PROBLEM
Could you write out the opening lines of the data, word for word, stopping after the line that contains "position:relative; flex:1; overflow:hidden"?

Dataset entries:
*** Block opens ***

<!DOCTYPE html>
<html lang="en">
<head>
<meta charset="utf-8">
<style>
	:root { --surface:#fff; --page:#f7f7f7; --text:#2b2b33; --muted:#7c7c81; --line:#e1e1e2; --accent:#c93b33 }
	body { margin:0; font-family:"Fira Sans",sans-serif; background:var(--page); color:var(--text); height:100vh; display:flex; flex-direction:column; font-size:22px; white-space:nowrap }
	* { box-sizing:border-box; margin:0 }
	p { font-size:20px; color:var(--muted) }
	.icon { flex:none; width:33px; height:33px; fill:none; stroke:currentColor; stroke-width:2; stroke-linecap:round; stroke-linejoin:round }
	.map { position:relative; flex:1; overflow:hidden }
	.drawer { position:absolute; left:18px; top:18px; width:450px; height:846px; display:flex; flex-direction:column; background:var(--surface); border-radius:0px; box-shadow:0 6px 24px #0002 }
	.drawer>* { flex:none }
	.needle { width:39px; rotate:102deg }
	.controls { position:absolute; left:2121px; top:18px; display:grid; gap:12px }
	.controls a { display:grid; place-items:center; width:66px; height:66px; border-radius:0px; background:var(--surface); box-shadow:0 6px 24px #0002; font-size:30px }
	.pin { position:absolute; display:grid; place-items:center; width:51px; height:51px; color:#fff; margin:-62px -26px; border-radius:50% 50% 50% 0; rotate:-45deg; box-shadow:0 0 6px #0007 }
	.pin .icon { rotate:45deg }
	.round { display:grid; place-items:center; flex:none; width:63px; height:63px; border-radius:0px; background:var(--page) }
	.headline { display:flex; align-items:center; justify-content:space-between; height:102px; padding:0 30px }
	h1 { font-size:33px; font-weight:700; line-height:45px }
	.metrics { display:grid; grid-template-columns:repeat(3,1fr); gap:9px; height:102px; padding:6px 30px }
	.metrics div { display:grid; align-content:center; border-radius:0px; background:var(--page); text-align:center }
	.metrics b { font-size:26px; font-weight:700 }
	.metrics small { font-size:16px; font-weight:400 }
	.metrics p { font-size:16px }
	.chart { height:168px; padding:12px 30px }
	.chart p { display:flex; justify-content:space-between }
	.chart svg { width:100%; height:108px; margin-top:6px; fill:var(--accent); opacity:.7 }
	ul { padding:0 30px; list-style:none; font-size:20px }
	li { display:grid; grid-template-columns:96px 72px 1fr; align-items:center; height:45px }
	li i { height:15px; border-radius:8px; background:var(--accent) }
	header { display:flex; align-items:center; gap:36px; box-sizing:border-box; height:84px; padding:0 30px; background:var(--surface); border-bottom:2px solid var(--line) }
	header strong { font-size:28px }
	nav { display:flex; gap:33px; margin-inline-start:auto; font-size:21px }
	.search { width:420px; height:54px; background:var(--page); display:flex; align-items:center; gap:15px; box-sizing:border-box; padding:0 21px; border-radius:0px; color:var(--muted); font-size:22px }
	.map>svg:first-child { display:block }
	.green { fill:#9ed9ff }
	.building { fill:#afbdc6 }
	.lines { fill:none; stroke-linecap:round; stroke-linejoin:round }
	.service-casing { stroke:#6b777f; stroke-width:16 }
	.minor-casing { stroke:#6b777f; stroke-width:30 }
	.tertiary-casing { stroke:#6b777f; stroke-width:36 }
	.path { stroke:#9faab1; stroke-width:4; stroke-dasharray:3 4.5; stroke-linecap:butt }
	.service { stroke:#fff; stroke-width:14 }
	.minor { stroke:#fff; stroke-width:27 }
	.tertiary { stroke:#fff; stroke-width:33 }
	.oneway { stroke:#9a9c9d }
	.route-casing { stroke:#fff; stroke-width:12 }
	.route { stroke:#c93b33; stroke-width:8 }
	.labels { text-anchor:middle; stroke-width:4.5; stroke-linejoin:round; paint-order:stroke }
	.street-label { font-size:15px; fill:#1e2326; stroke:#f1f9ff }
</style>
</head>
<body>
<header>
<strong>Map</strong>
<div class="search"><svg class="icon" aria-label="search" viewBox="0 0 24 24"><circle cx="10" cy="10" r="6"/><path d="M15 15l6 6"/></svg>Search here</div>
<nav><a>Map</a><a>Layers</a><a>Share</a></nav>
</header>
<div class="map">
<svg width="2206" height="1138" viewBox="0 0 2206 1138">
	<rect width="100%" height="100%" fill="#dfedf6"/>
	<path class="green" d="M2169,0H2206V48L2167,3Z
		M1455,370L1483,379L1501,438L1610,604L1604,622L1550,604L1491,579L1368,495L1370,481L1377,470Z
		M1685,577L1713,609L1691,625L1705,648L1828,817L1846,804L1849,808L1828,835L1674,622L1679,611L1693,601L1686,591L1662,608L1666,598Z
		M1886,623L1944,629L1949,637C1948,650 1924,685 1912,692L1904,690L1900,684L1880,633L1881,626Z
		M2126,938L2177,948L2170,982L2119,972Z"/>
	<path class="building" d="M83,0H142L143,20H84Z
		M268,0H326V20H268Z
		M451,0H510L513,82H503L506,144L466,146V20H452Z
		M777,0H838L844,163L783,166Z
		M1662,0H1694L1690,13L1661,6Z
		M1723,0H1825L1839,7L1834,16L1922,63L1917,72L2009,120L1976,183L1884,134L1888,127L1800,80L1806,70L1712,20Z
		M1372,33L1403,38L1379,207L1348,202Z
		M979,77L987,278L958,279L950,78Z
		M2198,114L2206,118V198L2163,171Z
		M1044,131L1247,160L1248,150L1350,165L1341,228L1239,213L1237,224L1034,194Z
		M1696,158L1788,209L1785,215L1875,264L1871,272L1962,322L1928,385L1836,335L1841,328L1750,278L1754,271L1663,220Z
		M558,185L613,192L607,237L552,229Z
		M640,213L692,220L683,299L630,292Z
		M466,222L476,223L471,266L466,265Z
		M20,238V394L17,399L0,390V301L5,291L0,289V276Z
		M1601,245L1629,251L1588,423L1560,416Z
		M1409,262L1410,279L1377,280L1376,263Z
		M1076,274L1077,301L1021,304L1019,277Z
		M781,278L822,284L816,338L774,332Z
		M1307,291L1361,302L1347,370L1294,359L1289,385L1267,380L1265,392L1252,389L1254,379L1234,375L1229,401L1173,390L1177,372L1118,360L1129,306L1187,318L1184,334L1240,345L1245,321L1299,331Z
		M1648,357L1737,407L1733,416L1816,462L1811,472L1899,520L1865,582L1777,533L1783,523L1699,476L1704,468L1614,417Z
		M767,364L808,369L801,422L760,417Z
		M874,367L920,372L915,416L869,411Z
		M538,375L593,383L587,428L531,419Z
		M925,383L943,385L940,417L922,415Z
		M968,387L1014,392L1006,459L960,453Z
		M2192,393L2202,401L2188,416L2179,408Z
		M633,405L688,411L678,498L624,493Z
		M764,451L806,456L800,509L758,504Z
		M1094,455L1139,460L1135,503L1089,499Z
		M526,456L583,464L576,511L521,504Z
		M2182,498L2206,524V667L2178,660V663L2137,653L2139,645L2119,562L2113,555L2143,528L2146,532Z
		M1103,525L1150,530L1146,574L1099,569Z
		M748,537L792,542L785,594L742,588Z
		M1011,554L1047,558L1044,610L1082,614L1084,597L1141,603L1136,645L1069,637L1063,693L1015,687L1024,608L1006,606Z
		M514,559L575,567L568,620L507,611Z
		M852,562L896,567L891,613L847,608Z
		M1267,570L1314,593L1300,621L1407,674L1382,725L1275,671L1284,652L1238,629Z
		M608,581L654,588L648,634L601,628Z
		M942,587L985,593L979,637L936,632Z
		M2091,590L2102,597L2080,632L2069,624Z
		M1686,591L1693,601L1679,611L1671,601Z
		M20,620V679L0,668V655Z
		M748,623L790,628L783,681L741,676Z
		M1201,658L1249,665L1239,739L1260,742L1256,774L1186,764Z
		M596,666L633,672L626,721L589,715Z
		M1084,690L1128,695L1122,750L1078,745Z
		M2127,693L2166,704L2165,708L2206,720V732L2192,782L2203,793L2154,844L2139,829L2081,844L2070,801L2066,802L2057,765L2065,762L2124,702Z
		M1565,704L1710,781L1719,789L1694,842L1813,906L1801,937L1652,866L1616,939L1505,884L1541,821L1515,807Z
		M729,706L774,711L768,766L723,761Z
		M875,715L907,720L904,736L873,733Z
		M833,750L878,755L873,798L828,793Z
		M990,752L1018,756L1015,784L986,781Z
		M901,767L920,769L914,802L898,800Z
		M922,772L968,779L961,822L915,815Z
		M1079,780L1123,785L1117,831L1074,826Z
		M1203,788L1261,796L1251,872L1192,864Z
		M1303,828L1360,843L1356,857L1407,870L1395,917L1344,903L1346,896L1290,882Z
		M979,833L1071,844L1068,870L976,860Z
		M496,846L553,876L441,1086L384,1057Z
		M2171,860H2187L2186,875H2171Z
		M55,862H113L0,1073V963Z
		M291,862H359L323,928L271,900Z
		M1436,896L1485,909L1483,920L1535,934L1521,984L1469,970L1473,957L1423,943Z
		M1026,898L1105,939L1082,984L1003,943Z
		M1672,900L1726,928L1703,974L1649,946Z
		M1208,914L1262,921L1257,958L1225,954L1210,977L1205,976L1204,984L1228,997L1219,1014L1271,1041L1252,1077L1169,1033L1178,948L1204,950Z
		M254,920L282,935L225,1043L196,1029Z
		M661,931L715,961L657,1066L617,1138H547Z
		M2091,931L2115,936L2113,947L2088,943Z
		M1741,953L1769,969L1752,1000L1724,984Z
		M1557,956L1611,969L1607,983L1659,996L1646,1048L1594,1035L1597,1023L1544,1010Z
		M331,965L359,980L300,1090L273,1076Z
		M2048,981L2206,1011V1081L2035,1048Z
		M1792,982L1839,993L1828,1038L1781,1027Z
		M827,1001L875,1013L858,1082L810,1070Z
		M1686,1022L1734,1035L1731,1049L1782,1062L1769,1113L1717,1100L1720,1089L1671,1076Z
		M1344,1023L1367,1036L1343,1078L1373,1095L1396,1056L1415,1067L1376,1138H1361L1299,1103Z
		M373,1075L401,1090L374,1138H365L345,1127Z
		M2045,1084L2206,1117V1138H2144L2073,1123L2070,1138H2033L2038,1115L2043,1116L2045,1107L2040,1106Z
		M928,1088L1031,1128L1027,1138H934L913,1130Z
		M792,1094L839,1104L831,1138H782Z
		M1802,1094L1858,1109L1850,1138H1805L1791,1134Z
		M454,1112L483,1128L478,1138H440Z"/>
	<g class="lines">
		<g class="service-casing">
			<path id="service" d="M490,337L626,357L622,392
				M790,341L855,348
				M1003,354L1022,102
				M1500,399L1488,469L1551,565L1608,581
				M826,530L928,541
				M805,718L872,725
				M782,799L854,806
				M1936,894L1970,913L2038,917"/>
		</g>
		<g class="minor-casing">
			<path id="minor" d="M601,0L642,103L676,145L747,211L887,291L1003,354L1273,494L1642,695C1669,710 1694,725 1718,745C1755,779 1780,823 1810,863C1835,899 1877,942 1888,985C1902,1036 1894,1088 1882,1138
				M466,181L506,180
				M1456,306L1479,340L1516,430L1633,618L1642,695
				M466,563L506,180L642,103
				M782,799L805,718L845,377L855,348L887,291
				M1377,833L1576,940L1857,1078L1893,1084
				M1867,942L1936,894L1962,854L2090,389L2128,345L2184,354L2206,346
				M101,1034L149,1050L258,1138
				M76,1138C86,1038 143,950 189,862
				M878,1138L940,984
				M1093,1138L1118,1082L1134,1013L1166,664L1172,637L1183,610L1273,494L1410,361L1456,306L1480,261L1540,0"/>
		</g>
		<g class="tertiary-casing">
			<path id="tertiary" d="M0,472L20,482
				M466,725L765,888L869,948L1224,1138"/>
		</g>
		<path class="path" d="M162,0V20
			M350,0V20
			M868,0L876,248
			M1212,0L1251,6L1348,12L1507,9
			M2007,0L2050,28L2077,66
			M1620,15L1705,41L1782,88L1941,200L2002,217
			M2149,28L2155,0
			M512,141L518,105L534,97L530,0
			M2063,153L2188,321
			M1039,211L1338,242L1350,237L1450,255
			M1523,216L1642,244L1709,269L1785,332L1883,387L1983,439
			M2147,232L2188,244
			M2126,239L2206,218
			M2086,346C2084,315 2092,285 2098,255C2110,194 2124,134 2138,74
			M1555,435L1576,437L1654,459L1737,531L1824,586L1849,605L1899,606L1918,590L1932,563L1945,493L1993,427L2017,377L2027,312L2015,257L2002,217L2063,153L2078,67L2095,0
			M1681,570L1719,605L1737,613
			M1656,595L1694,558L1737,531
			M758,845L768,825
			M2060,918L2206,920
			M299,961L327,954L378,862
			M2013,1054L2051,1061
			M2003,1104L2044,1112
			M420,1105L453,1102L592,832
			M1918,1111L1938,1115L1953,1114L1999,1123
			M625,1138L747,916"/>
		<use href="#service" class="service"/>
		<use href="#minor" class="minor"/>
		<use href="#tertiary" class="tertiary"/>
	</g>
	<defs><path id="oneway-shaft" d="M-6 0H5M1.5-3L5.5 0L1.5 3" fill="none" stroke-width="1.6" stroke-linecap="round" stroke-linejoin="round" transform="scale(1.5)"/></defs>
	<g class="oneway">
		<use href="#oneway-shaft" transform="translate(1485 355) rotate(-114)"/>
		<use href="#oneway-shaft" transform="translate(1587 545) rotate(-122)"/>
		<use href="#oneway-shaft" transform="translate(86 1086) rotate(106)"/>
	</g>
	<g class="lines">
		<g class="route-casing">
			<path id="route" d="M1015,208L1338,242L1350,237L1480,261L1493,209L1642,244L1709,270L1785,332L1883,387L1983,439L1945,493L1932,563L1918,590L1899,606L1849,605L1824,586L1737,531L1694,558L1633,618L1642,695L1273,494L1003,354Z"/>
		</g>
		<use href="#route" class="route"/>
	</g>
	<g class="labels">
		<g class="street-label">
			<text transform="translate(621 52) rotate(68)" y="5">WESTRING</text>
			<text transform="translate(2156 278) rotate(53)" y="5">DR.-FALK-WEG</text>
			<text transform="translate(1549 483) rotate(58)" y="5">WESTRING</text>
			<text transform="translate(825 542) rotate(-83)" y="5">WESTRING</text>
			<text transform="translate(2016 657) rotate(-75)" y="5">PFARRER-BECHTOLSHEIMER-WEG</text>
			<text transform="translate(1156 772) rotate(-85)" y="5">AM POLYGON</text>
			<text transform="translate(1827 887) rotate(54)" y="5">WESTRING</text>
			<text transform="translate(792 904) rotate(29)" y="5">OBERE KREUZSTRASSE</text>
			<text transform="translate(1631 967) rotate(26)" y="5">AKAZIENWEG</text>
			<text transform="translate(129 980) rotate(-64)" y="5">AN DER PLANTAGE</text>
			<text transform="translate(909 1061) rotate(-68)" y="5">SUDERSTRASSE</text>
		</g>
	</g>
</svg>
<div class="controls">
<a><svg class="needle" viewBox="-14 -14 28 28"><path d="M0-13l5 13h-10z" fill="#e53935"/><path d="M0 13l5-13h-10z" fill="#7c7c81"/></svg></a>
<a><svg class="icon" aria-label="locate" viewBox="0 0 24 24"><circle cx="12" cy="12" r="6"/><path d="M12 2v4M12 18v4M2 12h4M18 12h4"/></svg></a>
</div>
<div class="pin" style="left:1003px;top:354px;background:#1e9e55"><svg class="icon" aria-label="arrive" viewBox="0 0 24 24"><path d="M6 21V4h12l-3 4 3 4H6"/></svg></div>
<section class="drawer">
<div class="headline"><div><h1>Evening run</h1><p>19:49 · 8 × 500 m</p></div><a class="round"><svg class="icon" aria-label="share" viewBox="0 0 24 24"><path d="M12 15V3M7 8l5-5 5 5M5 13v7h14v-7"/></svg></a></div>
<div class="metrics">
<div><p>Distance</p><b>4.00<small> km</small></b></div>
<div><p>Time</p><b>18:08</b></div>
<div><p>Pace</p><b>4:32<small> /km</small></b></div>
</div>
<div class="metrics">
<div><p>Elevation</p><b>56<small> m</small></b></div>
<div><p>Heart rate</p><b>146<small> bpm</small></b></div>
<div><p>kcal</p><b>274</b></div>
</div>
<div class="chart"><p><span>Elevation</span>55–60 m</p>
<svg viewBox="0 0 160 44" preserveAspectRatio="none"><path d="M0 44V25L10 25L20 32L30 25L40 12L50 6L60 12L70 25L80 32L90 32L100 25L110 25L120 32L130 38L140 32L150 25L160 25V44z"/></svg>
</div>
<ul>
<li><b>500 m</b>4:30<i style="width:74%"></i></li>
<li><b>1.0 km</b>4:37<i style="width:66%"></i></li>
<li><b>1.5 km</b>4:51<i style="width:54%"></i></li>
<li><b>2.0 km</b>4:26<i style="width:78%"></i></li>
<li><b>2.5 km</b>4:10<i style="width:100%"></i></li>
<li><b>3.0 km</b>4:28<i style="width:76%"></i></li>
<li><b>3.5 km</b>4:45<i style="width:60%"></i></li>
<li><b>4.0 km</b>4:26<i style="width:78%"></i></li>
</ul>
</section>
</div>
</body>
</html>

*** Block closes ***

ANSWER SPACE
<!DOCTYPE html>
<html lang="en">
<head>
<meta charset="utf-8">
<style>
	:root { --surface:#fff; --page:#f7f7f7; --text:#2b2b33; --muted:#7c7c81; --line:#e1e1e2; --accent:#c93b33 }
	body { margin:0; font-family:"Fira Sans",sans-serif; background:var(--page); color:var(--text); height:100vh; display:flex; flex-direction:column; font-size:22px; white-space:nowrap }
	* { box-sizing:border-box; margin:0 }
	p { font-size:20px; color:var(--muted) }
	.icon { flex:none; width:33px; height:33px; fill:none; stroke:currentColor; stroke-width:2; stroke-linecap:round; stroke-linejoin:round }
	.map { position:relative; flex:1; overflow:hidden }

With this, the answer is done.